Sentons, a startup led by chip industry veterans, on Thursday began marketing technology that aims to do away with gadget buttons and said it is working with two smartphone makers in addition to an existing contract with Asus Computer Inc.
Headed by Jess Lee, an engineer who sold his previous company to Apple Inc, Sentons announced a sensor system that uses ultrasonic sound waves to detect touches, presses and swipes on a variety of materials such as the metal edges around a smartphone.
The technology is already being used by Taiwan’s Asus and its partner Tencent Holdings in a phone designed for gamers that was released in China this summer.
In the Asus phone, the sensors allow gamers to hold the phone horizontally and tap “Air Triggers” along its top edge as virtual buttons with their index fingers while their thumbs tap the screen.
“Touch screens are great, but (phone makers) hadn’t been able to figure out how to add interactivity to the sides,” Lee told Reuters in an interview.
“With the thinner and thinner form factors, perhaps even all glass or with funky metallic edges that are really, really thin, there’s no space for buttons.”
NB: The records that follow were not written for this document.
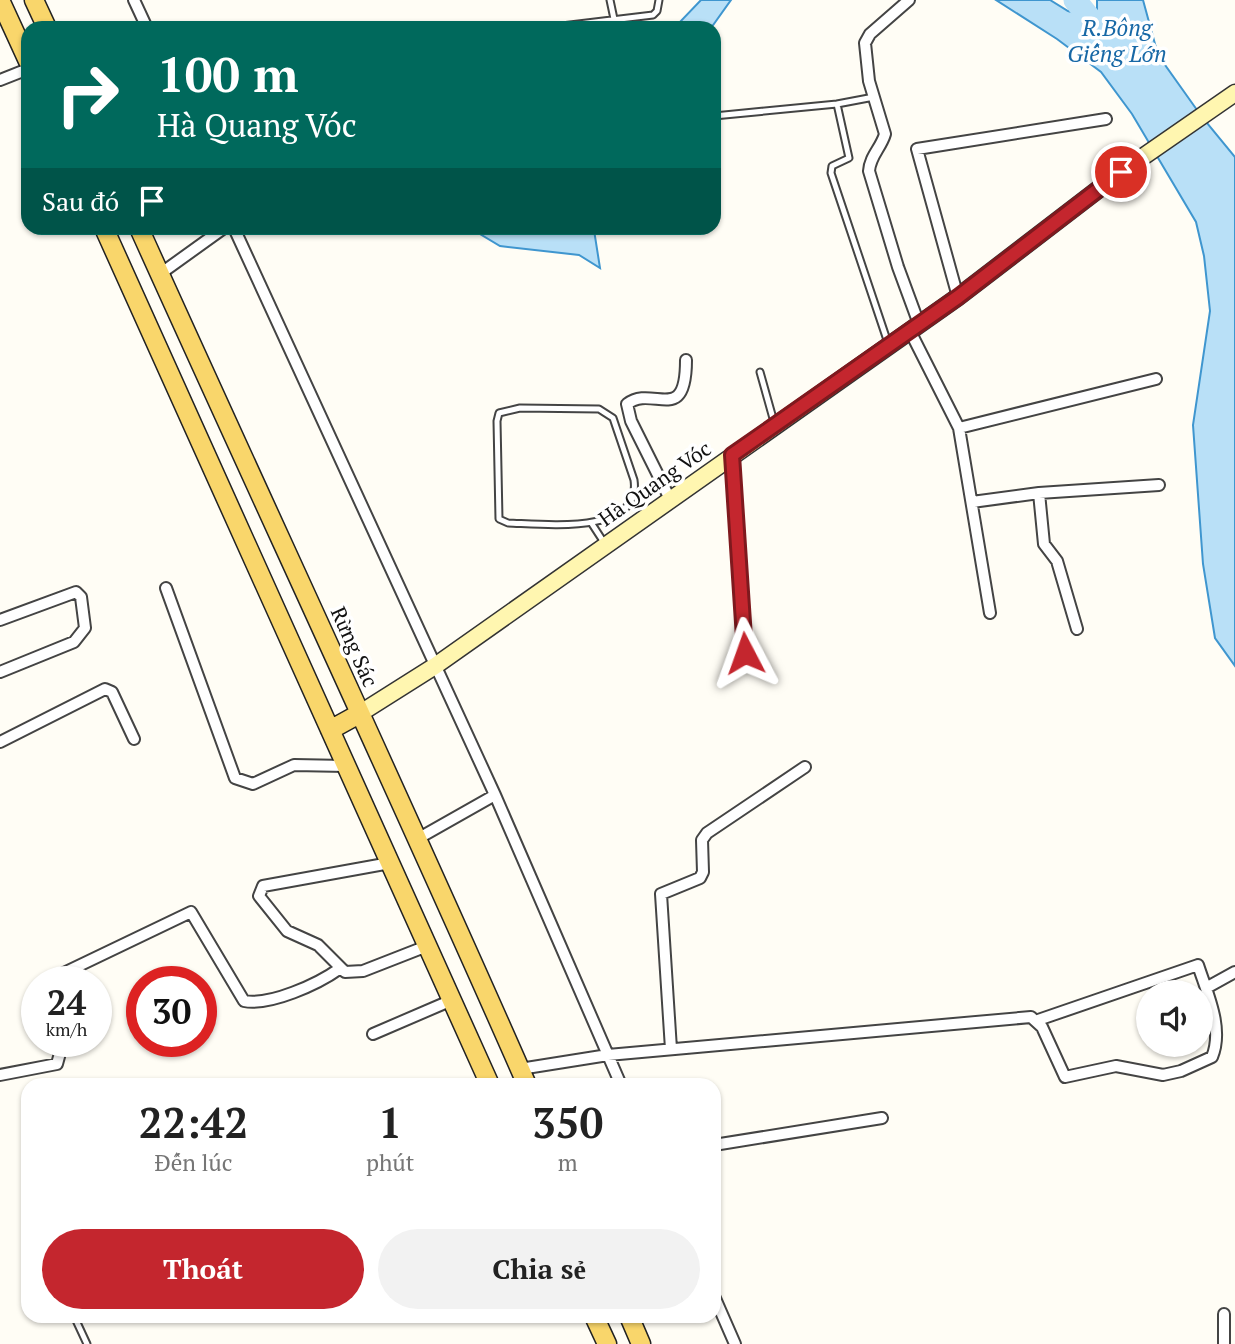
<!DOCTYPE html>
<html lang="vi">
<meta charset="utf-8">
<style>
:root{--surface:#fff;--page:#f2f2f2;--text:#222;--muted:#767676;--accent:#c4262e}
body{margin:0;font-family:"PT Serif",serif;background:var(--page);color:var(--text);height:100vh;display:flex;flex-direction:column;font-size:26px;white-space:nowrap}
*{box-sizing:border-box;margin:0}
p{font-size:23px;color:var(--muted)}
.icon{flex:none;width:38px;height:38px;fill:none;stroke:currentColor;stroke-width:2;stroke-linecap:round;stroke-linejoin:round}
.map{position:relative;flex:1;overflow:hidden}
.side{position:absolute;left:21px;top:1078px;width:700px;height:245px;display:flex;flex-direction:column;background:var(--surface);border-radius:21px;box-shadow:0 2px 5px #0004}
.side>*{flex:none}
.guide{position:absolute;left:21px;top:21px;width:700px;height:214px;border-radius:21px;box-shadow:0 2px 5px #0004;background:#00695c;color:#fff;overflow:hidden}
.fabs{position:absolute;left:1136px;top:980px;display:grid;gap:14px}
.fabs a{display:grid;place-items:center;width:77px;height:77px;border-radius:50%;background:var(--surface);box-shadow:0 2px 5px #0004;font-size:35px}
.speed{position:absolute;left:21px;top:966px;display:flex;gap:14px;font-size:35px;font-weight:700;text-align:center}
.speed>*{display:grid;place-content:center;width:91px;height:91px;border-radius:50%;background:var(--surface);box-shadow:0 2px 5px #0004;line-height:1}
.speed small{font-size:18px;font-weight:400}
.speed .limit{border:10px solid #d22;background:#fff;color:#111}
.pin{position:absolute;display:grid;place-items:center;width:60px;height:60px;color:#fff;margin:-30px;border:4px solid #fff;border-radius:50%;box-shadow:0 2px 7px #0007}
.me{position:absolute;width:77px;margin:-38px;rotate:356deg;stroke-linejoin:round;filter:drop-shadow(0 0 5px #0008)}
.turn{display:flex;align-items:center;gap:24px;height:147px;padding:0 21px;font-size:32px}
.turn .icon{width:91px;height:91px;stroke-width:2.5}
.turn b{display:block;font-size:49px;line-height:60px}
.then{display:flex;align-items:center;height:66px;padding:0 21px;background:#0003;gap:14px;font-size:26px}
.eta{display:flex;justify-content:space-evenly;align-items:center;height:119px;text-align:center}
.eta b{font-size:42px;font-weight:600;line-height:49px}
.cta{display:flex;gap:14px;margin-top:auto;padding:14px 21px}
.cta a{flex:1;height:80px;border-radius:42px;background:var(--accent);color:#fff;font-size:28px;font-weight:600;line-height:80px;text-align:center}
.cta a+a{background:var(--page);color:var(--text)}
.map>svg:first-child{display:block}
.water{fill:#b9e0f7;stroke:#3f96cf;stroke-width:2}
.lines{fill:none;stroke-linecap:round;stroke-linejoin:round}
.river{stroke:#b9e0f7;stroke-width:23}
.lane-casing{stroke:#444;stroke-width:9}
.street-casing{stroke:#444;stroke-width:14}
.secondary-casing{stroke:#333;stroke-width:19}
.primary-casing{stroke:#222;stroke-width:21}
.lane{stroke:#fff;stroke-width:5}
.street{stroke:#fff;stroke-width:10}
.secondary{stroke:#fff6b0;stroke-width:16}
.primary{stroke:#f9d66b;stroke-width:18}
.route-casing{stroke:#7f191e;stroke-width:18}
.route{stroke:#c4262e;stroke-width:12}
.labels{text-anchor:middle;stroke-width:7;stroke-linejoin:round;paint-order:stroke}
.street-label{font-size:21px;fill:#111;stroke:#fff}
.water-label{font-size:23px;font-style:italic;fill:#1768a6;stroke:#fff}
</style>
<div class="map">
<svg width="1235" height="1344" viewBox="0 0 1235 1344">
<rect width="100%" height="100%" fill="#fffdf5"/>
<path class="water" d="M701,0h30l-20,28h-45l14,-6z
M996,0h54l18,11 20,6 9,-4v-13h46l15,55 44,62 33,40v509l-20,-28 -12,-74 -10,-139 17,-114 -6,-55 -8,-34 -64,-108 -31,-42 -44,-33z
M470,228h119l5,2 6,38 -21,-13 -79,-9z"/>
<g class="lines">
<path class="river" d="M1075,0l33,41"/>
<defs>
<path id="lane" d="M610,0l4,19
M545,28l108,-13 4,-4 2,-11
M837,104l37,-7
M714,116l123,-12 12,54 -17,8 -1,7 57,170
M760,372l14,50
M520,408l79,1 14,9 21,62c8,56 -92,44 -126,43l-9,-4 -2,-98 2,-8z
M592,524l13,20
M74,1316l13,28"/>
<path id="street" d="M134,0l13,28
M909,0l-39,34 -5,9 4,38 16,53c-4,14 -15,22 -16,37l29,96 21,57
M0,80l28,-11
M234,228l261,567 126,290
M160,274l64,-46
M958,297l-41,-148 189,-30
M910,331l49,97 31,185
M959,428l197,-49
M732,455l13,198
M1039,493l5,51 13,17 20,68
M670,499l-39,-78 -4,-17c26,-20 59,23 59,-44
M972,502l67,-9 120,-8
M166,588l69,190 18,6 41,-19 52,1
M0,620l76,-28 5,5 4,31 -11,14 -74,30
M0,742l105,-53 7,3 22,47
M419,838l76,-43
M390,863l-127,23 -4,10 28,35 31,14 27,27 18,-1 64,-25
M45,982l146,-70 53,89c26,5 74,-17 95,-32
M1206,988l29,-16
M373,1034l79,-34
M671,1049l-10,-155 39,-16 3,-6 -1,-32 5,-7 98,-66
M520,1069l88,-14 423,-38 11,10 23,50 51,-11 47,9 18,-4 31,-14c12,-29 -5,-64 -14,-92l-160,55
M0,1075l57,-11 3,-11 -3,-12
M714,1145l168,-27
M714,1296l21,48
M1224,1314v30"/>
<path id="secondary" d="M359,714l76,-48 523,-369 163,-125 114,-79"/>
<path id="primary" d="M0,0l28,61
M34,0l13,28
M104,228l386,857
M139,228c129,286 262,570 388,857
M330,730l29,-16
M594,1316l13,28
M629,1316l12,28"/>
</defs>
<use href="#lane" class="lane-casing"/>
<use href="#street" class="street-casing"/>
<use href="#secondary" class="secondary-casing"/>
<use href="#primary" class="primary-casing"/>
<use href="#lane" class="lane"/>
<use href="#street" class="street"/>
<use href="#secondary" class="secondary"/>
<use href="#primary" class="primary"/>
</g>
<g class="lines">
<defs>
<path id="route" d="M745,653l-13,-198 226,-158 163,-125"/>
</defs>
<use href="#route" class="route-casing"/>
<use href="#route" class="route"/>
</g>
<g class="labels">
<g class="street-label">
<text transform="translate(655 484) rotate(-35)" y="7">Hà Quang Vóc</text>
<text transform="translate(354 647) rotate(66)" y="7">Rừng Sác</text>
</g>
<g class="water-label">
<text x="1117" y="36">R.Bông<tspan x="1117" dy="26">Giếng Lớn</tspan></text>
</g>
</g>
</svg>
<div class="fabs">
<a><svg class="icon" aria-label="sound" viewBox="0 0 24 24"><path d="M4 9h4l5-4v14l-5-4H4zM17 9q2 3 0 6"/></svg></a>
</div>
<div class="speed"><div>24<small>km/h</small></div><div class="limit">30</div></div>
<div class="pin" style="left:1121px;top:172px;background:#d93025"><svg class="icon" aria-label="arrive" viewBox="0 0 24 24"><path d="M6 21V4h12l-3 4 3 4H6"/></svg></div>
<svg class="me" style="left:745px;top:653px" viewBox="-20 -20 40 40"><path d="M0-17L14 15 0 8-14 15z" fill="#c4262e" stroke="#fff" stroke-width="4"/></svg>
<div class="guide">
<div class="turn"><svg class="icon" aria-label="right" viewBox="0 0 24 24"><path d="M7 20v-9h11M14 6l5 5-5 5"/></svg><div><b>100 m</b>Hà Quang Vóc</div></div>
<div class="then">Sau đó<svg class="icon" aria-label="arrive" viewBox="0 0 24 24"><path d="M6 21V4h12l-3 4 3 4H6"/></svg></div>
</div>
<section class="side">
<div class="eta">
<div><b>22:42</b><p>Đến lúc</p></div>
<div><b>1</b><p>phút</p></div>
<div><b>350</b><p>m</p></div>
</div>
<div class="cta"><a>Thoát</a><a>Chia sẻ</a></div>
</section>
</div>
Lee, who sold an image sensor startup called InVisage Technologies to Apple in 2017, declined to identify the two other smartphone makers Sentons is working with.
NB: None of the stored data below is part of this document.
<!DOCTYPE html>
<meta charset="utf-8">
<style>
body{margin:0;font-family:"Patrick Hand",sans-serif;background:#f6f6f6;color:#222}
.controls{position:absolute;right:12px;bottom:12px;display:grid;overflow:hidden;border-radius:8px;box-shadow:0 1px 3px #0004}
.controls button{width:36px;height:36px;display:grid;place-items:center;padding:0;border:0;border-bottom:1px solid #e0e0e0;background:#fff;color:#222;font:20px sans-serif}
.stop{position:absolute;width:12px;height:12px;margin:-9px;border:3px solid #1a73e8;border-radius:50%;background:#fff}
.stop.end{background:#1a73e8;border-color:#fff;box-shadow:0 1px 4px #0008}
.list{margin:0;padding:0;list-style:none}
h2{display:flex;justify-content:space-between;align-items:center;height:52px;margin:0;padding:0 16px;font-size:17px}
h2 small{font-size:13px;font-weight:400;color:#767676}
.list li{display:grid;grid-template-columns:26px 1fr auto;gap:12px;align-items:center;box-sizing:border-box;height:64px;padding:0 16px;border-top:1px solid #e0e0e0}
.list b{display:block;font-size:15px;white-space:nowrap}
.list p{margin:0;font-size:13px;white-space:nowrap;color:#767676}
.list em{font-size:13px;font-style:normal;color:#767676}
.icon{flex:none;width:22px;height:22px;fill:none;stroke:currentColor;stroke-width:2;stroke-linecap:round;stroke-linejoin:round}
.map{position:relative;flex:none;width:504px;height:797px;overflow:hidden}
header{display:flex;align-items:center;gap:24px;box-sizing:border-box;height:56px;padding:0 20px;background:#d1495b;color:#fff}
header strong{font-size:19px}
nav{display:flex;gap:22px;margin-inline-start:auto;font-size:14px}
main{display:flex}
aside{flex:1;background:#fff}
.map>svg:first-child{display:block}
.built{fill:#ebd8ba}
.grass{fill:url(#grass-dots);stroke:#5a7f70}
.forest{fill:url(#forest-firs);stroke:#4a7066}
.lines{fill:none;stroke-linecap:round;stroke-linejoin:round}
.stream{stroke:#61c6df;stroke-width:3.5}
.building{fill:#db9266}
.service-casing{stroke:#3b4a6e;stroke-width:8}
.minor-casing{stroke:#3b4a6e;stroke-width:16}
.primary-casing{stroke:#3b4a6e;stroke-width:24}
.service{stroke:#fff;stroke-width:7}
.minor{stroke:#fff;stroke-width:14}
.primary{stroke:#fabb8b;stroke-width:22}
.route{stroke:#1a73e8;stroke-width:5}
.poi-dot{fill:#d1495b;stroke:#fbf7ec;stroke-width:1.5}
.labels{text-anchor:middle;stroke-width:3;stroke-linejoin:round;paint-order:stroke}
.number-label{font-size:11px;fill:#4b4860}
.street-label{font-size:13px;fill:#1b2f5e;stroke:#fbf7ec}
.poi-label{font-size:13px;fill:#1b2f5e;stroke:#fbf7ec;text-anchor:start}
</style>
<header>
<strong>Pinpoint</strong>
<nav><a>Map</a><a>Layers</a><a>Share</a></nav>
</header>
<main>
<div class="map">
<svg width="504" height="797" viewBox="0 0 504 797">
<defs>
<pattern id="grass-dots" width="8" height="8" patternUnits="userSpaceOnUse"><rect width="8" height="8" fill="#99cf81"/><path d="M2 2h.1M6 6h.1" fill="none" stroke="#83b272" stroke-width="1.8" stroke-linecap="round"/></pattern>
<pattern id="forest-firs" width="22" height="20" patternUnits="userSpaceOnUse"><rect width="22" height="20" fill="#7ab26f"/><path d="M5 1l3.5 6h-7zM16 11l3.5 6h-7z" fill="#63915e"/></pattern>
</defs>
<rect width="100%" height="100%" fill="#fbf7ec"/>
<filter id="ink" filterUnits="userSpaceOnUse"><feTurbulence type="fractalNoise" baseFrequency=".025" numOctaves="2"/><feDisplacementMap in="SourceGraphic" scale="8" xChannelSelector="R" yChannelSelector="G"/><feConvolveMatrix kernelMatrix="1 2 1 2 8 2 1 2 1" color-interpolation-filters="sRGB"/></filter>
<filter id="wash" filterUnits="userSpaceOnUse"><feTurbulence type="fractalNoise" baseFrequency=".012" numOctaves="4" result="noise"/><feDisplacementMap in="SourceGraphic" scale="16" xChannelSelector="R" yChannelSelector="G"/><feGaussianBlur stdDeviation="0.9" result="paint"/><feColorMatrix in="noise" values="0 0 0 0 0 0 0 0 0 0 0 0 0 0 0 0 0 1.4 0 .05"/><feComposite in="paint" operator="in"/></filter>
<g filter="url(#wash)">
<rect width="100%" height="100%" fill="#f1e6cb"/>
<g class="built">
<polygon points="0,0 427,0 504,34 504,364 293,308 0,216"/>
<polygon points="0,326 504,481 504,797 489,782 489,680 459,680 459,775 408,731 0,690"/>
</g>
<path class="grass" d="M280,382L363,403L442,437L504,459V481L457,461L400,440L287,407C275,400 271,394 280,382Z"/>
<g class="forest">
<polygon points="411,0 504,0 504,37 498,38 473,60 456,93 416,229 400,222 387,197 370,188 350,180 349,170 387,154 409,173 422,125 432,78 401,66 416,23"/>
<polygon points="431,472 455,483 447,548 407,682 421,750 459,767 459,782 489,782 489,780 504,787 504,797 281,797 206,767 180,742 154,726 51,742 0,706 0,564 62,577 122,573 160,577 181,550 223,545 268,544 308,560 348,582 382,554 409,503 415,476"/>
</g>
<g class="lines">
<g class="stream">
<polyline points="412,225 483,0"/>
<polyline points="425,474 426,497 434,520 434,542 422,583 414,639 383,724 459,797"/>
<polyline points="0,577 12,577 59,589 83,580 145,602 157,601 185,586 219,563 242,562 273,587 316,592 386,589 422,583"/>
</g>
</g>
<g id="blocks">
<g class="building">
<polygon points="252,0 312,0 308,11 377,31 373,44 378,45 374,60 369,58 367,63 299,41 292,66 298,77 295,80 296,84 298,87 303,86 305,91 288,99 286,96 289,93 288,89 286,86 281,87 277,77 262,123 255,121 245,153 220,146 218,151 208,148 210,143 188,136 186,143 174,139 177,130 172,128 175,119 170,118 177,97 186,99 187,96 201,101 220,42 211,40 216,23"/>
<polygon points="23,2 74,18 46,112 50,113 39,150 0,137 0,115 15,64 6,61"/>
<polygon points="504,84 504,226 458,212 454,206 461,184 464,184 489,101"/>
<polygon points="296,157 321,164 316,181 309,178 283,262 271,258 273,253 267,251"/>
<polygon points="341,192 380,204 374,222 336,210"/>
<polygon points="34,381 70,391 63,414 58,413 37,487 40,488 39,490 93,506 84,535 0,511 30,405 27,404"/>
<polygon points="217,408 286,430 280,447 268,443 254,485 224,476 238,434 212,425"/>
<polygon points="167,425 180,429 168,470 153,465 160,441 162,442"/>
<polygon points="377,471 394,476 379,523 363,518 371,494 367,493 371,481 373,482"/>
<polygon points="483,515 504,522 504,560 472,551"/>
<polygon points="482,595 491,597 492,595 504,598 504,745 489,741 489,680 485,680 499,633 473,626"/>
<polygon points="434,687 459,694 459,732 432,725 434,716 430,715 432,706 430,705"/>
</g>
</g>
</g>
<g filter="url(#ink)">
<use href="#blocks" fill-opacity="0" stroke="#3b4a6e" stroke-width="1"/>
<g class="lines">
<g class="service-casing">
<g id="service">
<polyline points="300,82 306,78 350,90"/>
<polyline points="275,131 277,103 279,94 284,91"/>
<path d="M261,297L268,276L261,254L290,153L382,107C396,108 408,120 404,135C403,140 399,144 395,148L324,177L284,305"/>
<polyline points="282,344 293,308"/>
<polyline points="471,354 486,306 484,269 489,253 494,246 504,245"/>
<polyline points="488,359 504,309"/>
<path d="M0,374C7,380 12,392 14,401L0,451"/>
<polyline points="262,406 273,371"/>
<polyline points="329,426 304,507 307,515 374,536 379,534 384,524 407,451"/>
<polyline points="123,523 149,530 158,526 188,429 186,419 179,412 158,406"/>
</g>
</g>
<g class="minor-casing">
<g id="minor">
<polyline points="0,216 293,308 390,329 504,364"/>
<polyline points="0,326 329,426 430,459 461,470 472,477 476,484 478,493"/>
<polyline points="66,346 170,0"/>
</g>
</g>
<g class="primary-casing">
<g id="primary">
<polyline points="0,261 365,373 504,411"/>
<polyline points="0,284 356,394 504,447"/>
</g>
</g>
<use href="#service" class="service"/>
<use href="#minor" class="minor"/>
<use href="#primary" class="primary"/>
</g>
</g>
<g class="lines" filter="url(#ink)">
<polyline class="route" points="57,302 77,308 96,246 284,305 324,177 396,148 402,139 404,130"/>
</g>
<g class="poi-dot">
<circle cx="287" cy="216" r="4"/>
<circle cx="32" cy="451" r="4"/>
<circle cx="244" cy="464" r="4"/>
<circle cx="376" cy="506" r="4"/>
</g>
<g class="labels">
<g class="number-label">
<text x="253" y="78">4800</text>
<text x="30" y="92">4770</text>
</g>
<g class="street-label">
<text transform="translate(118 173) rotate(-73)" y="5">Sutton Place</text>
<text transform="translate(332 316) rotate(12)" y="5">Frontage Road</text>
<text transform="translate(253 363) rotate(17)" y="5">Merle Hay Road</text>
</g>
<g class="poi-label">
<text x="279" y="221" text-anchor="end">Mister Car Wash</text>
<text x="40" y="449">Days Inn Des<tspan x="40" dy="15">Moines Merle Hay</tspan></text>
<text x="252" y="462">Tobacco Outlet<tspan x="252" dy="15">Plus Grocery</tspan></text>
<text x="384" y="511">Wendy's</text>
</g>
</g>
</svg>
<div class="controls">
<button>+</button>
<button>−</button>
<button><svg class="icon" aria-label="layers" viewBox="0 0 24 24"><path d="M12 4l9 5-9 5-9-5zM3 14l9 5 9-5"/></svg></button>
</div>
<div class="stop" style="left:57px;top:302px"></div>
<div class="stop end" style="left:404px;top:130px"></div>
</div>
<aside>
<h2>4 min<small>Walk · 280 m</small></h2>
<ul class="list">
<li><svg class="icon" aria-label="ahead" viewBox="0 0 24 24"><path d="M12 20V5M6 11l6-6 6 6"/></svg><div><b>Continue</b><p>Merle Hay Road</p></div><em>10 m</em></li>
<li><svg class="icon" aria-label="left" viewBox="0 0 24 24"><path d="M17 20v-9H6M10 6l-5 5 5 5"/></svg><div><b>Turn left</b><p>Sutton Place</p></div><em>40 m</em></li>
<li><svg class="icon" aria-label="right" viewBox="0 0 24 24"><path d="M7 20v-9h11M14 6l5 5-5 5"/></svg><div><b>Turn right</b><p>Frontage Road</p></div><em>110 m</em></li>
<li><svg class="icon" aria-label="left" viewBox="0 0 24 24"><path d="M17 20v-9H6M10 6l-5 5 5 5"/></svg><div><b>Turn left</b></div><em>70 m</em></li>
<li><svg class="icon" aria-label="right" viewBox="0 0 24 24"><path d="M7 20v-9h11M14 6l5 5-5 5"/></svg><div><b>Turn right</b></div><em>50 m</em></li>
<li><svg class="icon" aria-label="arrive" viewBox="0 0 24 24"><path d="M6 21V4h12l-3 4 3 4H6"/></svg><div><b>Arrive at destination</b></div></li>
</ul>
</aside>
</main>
The core of Sentons’ technology is a custom chip that sends out the sound waves and contains a processor and algorithms for understanding various gestures.
Sentons is also working on a virtual jog wheel which allows users to scroll through apps on phones that have become too large to hold with one hand. Another project is a virtual shutter button to focus a phone’s camera, similar to the way a physical shutter button works on dedicated digital cameras, Lee said.
San Jose, California-based Sentons has about 50 employees and has raised $37.7 million in funding from New Enterprise Associates and Northern Light Venture Capital.
Beyond smartphones, Lee said the company hopes to add touch interactions to devices where screen space is either extremely limited, such as the frames of smart glasses or the bands of smartwatches, or where there are no screens at all, like the steering wheels of cars.
In cars, “there are lots of luxurious materials – woods and leathers and metals,” he said. “We can make all of that active.”